# Bayesian Networks

## Learning Bayesian Network Parameters

Given a qualitative Bayesian network structure, the conditional probability tables, P(xi|pai), are typically estimated with the maximum likelihood approach from the observed frequencies in the dataset associated with the network.

In pure Bayesian approaches, Bayesian networks are designed from expert knowledge and include hyperparameter nodes. Data (usually scarce) is used as pieces of evidence for incrementally updating the distributions of the hyperparameters (Bayesian Updating).

## Learning Bayesian Network Structure

It is also possible to machine learn the structure of a Bayesian network, and two families of methods are available for that purpose. The first one, using constraint-based algorithms, is based on the probabilistic semantic of Bayesian networks. Links are added or deleted according to the results of statistical tests, which identify marginal and conditional independencies. The second approach, using score-based algorithms, is based on a metric that measures the quality of candidate networks with respect to the observed data. This metric trades off network complexity against the degree of fit to the data, which is typically expressed as the likelihood of the data given the network.

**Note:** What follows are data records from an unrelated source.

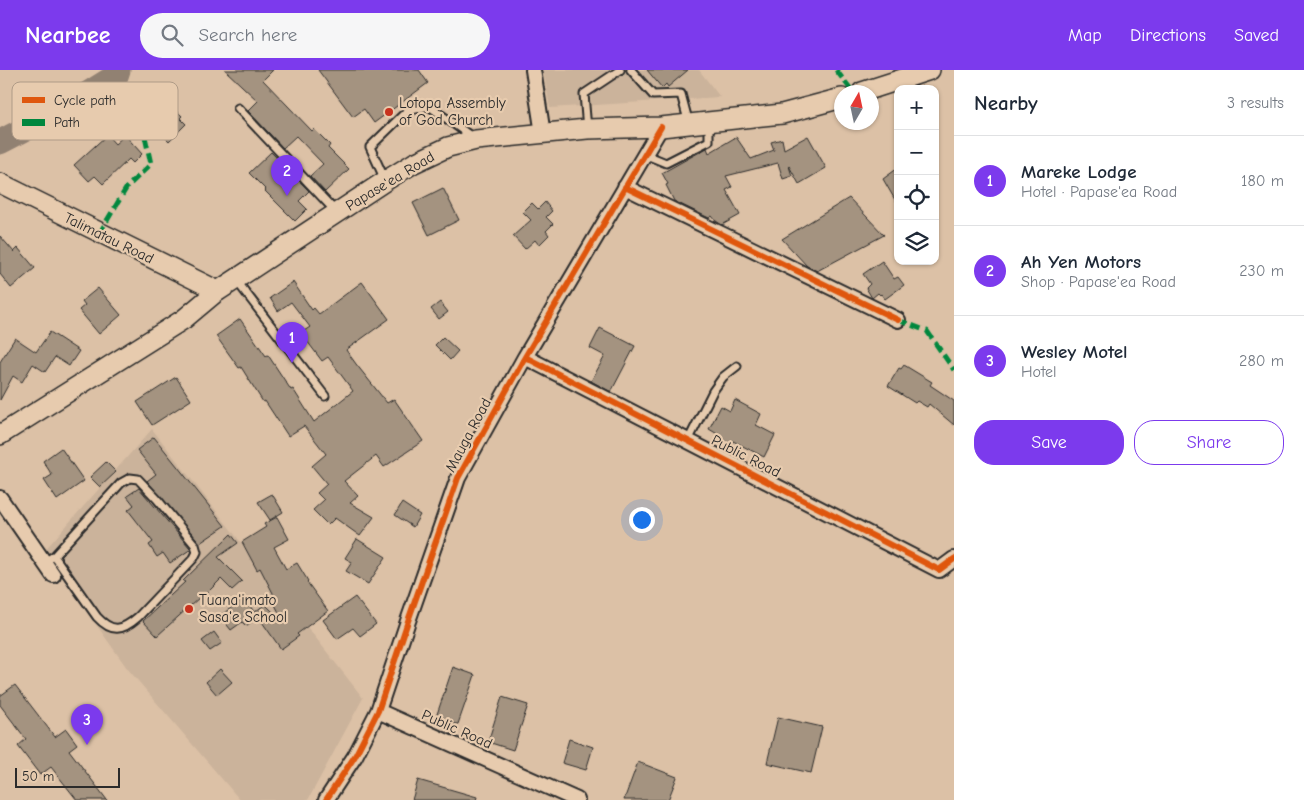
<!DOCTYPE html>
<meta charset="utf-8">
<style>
body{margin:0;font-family:"Comic Neue",sans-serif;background:#f6f6f7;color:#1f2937}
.controls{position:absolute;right:15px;top:15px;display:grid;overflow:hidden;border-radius:10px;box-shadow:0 1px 4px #0004}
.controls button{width:45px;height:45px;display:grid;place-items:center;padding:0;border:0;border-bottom:1px solid #e0e1e3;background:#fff;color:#1f2937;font:25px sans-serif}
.compass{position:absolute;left:834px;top:15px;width:45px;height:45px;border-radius:50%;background:#fff;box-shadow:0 1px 4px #0004;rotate:9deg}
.scale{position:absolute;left:15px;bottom:12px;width:105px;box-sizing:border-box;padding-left:5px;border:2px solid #2b2b2b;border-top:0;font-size:14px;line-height:18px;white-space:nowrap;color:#2b2b2b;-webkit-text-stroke:4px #e7cbae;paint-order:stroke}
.you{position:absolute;left:641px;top:449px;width:18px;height:18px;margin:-12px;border:4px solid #fff;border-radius:50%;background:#1a73e8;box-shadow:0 0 0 8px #1a73e833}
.badge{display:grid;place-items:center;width:32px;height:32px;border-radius:50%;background:#7c3aed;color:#fff;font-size:16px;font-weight:700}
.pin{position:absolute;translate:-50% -41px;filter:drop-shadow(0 1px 2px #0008)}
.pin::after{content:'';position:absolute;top:26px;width:18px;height:15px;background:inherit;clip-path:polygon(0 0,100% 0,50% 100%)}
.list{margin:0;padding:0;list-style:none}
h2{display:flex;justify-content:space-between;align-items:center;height:65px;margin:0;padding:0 20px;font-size:21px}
h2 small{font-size:16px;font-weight:400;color:#747a83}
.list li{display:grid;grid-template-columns:32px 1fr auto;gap:15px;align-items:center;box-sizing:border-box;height:90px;padding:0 20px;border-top:1px solid #e0e1e3}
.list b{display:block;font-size:19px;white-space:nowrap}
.list p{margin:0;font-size:16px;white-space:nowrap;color:#747a83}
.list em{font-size:16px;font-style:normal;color:#747a83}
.actions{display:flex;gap:10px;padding:15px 20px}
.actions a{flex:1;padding:11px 0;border:1px solid #7c3aed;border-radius:20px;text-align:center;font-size:18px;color:#7c3aed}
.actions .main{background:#7c3aed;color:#fff}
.icon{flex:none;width:28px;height:28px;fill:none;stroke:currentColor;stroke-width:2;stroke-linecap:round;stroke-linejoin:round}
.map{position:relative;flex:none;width:954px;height:730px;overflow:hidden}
header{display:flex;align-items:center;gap:30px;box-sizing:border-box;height:70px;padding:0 25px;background:#7c3aed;color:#fff}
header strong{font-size:24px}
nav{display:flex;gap:28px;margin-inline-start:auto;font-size:18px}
.search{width:350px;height:45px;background:#f6f6f7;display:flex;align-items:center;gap:12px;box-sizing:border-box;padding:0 18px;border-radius:28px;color:#747a83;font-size:19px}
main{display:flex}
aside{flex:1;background:#fff}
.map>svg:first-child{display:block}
.built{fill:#cbb39b}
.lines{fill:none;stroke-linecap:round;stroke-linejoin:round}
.river{stroke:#918172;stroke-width:25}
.building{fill:#a49380;stroke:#2b2b2b}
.service-casing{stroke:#2b2b2b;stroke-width:11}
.minor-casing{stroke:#2b2b2b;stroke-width:18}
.secondary-casing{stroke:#2b2b2b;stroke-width:22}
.service{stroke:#e7cbae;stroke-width:7}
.minor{stroke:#e7cbae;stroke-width:14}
.secondary{stroke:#e7cbae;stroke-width:19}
.quiet{stroke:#00873e;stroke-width:5;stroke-dasharray:10 5;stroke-linecap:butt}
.cycleway-casing{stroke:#e7cbae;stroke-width:9}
.cycleway{stroke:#df570e;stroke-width:6}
.poi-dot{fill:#c8321e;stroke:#e7cbae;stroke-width:2}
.labels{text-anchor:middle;stroke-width:4.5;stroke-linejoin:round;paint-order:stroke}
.poi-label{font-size:15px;fill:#2b2b2b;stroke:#e7cbae;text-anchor:start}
.street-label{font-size:15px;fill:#2b2b2b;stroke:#e7cbae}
.key{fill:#e7cbae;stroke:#af9b87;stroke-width:1}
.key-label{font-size:14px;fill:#2b2b2b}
</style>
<header>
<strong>Nearbee</strong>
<div class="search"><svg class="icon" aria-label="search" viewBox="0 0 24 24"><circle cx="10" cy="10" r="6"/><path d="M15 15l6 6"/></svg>Search here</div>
<nav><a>Map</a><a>Directions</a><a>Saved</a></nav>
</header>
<main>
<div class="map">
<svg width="954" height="730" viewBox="0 0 954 730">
<rect width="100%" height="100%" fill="#dcc1a6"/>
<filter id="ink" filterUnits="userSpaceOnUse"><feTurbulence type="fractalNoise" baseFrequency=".02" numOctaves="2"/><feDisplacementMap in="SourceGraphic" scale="10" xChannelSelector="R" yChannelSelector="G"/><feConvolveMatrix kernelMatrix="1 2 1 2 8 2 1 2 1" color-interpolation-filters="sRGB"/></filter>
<g filter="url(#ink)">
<path class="built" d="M543,0H699L720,27L550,38Z
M152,359L363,628L308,730H240L127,598L44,481Z"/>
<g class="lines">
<path class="river" d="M0,72L60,41L116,6L118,0"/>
</g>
<path class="building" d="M225,0H273L263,10L312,61L314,59L330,75L328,78L349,99L325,122L310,106L323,94L296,66L283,78L248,41L258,31Z
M318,0H419L428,13L374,53L364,39L353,47Z
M647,0H688L668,17L666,14L662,18Z
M157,22L182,46L180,48L186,54L169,71L158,60L160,57L140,38Z
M107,65L115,74L125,65L142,84L133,93L129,89L103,114L95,106L89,111L74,95Z
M808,66L826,98L799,114L789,96L792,106L783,109L778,93L726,106L732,117L726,120L740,145L722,155L716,151L712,146L709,148L674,131L666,115L668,114L662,103L707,78L709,83L736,67L751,89L774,80L771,72L782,69L784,79Z
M271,82L309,121L299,131L307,139L295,151L265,121L266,120L249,103Z
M898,98V135L883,109Z
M443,118L459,150L429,165L413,133Z
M849,128L884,165L817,201L807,196L782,169Z
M545,132L552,141L546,147L553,154L546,161L549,165L539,175L535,170L525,179L513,166L531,150L523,142L532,133L538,139Z
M0,166L14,182L18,178L35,198L11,218L0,204Z
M882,191L894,209L898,207L904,215L885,229L881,224L880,225L878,223L872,228L866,218L870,214L863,204Z
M293,212L312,240L314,238L319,244L362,212L389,249L346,280L356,294L387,333L394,329L423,371L384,397L376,386L344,411L358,426L350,433L374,447L360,466L335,448L328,455L313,440L324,430L317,423L327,414L312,396L326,384L304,356L288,366L265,331L263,332L241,297L239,298L216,266L240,249L266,286L268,285L291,320L293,319L314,352L353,321L328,287L322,291L301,263L310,257L291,232L278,241L270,228Z
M98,218L121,245L99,264L79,240L85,235L82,231Z
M440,232L448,242L439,249L431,239Z
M600,258L635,276L611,322L591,311L605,286L590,278Z
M50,262L79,281L69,296L55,287L45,302L33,294L22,312L13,306L0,330V292L15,268L36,282Z
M443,267L458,281L450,290L435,275Z
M904,295L932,312L930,315L954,331V355L929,334L927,337L917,331L915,333L888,316L899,298L901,299Z
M176,307L191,330L152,355L137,332Z
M735,330L761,344L756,355L775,365L764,387L733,371L729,378L715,371L719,365L709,359L721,336L730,341Z
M154,367L225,456L200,473L147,411L156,404L137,380Z
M61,378L84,411L57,430L44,410L52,405L43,391Z
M106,392L116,402L100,417L90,407Z
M139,418L190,478L191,479L170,493L163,483L157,487L149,475L153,472L128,440L134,435L127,426Z
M272,424L283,442L270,450L258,432Z
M402,433L420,445L413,457L395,445Z
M277,447L289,469L274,477L286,499L297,493L308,511L307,512L328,541L297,564L299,566L281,579L255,542L265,534L285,554L272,529L275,527L260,498L257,500L242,472L266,457L264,454Z
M231,464L238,473L218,487L242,511L232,520L221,509L201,529L200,527L157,566L143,551L185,512L183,511Z
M357,469L386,487L368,514L346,501L352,492L345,488Z
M355,527L376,554L360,566L353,558L337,569L323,550Z
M244,528L258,547L246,556L242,552L231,560L220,546Z
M214,562L222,573L210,581L202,571Z
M453,597L475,605L458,654L434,653Z
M220,599L232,612L217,625L206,612Z
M15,615L55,667L66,659L77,674L69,680L107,730H77L51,697L40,705L18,676L26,669L0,635V626Z
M502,627L528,635L513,680L488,672Z
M778,647L822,657L811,703L767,693Z
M569,669L593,677L586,700L562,693Z
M638,692L677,707L668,730H624Z
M418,710L477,727L476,730H412Z"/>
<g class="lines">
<defs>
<path id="service" d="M631,0L653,25L681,24L689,54
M238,38L337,143
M587,59L584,24L620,0
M644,84L666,93L709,71V52
M385,110L370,77L407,41L429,36L472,67
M236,210L325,326
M688,371L713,321L723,307L737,296
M44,492L54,486L121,413L130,408L138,409L157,429L195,475L197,482L194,488L138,547C122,561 112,563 97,547L54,486"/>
<path id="minor" d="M533,0L543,64
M625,117L898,250
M525,287L939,500L954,489
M0,428L53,505
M378,641L577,730
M326,730L355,686L378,641L408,551L458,408L525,287L661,57"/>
<path id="secondary" d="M862,22L930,0
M0,113L218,221
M0,365L184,249L215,223L385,111L414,93L448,77L476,70L506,67L587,59L661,57L782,44L842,28"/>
</defs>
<use href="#service" class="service-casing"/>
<use href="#minor" class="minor-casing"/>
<use href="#secondary" class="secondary-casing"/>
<use href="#service" class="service"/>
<use href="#minor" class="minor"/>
<use href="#secondary" class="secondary"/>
<path class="quiet" d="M836,0L853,22
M99,164L127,117L151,94L144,62
M898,250L927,261L954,300"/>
<defs>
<path id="cycleway" d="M625,117L898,250
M525,287L939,500L954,489
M326,730L355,686L378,641L408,551L458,408L525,287L661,57"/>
</defs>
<use href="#cycleway" class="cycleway-casing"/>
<use href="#cycleway" class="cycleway"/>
</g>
</g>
<g class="poi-dot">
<circle cx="389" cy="42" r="5"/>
<circle cx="189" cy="539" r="5"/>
</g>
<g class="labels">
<g class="poi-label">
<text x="399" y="38">Lotopa Assembly<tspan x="399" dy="17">of God Church</tspan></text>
<text x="199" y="535">Tuana'imato<tspan x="199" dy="17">Sasa'e School</tspan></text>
</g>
<g class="street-label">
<text transform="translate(390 111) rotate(-31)" y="5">Papase'ea Road</text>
<text transform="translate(109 168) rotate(26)" y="5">Talimatau Road</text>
<text transform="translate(468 365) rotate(-62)" y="5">Mauga Road</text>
<text transform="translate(746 386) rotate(27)" y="5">Public Road</text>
<text transform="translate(457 659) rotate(24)" y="5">Public Road</text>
</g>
</g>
<rect x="12" y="12" width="166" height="58" rx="8" class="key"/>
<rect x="22" y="27" width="23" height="6" fill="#df570e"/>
<rect x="22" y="49" width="23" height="7" fill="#00873e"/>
<g class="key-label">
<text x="54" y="35">Cycle path</text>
<text x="54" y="57">Path</text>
</g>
</svg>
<div class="controls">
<button>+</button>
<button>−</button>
<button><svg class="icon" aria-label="locate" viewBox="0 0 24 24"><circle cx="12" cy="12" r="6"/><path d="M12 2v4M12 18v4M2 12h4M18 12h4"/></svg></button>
<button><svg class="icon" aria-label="layers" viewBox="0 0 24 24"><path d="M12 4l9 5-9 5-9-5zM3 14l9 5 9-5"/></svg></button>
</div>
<svg class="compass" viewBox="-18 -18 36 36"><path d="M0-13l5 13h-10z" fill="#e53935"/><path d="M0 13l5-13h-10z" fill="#747a83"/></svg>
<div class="scale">50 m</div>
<div class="you"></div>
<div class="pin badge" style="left:292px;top:293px">1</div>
<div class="pin badge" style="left:287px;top:126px">2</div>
<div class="pin badge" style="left:87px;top:675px">3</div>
</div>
<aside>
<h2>Nearby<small>3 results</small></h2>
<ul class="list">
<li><span class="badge">1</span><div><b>Mareke Lodge</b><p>Hotel · Papase'ea Road</p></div><em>180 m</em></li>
<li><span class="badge">2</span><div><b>Ah Yen Motors</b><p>Shop · Papase'ea Road</p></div><em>230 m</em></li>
<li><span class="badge">3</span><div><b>Wesley Motel</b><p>Hotel</p></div><em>280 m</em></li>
</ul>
<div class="actions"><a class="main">Save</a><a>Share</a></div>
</aside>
</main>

As a substrate for learning, Bayesian networks have the advantage that it is relatively easy to encode prior knowledge in network form, either by fixing portions of the structure, forbidding relations, or by using prior distributions over the network parameters. Such prior knowledge can allow a system to learn accurate models from much fewer data than are required for clean sheet approaches.

## Causal Discovery

One of the most exciting prospects in recent years has been the possibility of using Bayesian networks to discover causal structures in raw statistical data—a task previously considered impossible without controlled experiments. Consider, for example, the following intransitive pattern of dependencies among three events: A and B are dependent, B and C are dependent, yet A and C are independent. If you asked a person to supply an example of three such events, the example would invariably portray A and C as two independent causes and B as their common effect, namely A → B ← C. For instance, A and C could be the outcomes of two fair coins, and B represents a bell that rings whenever either coin comes up heads.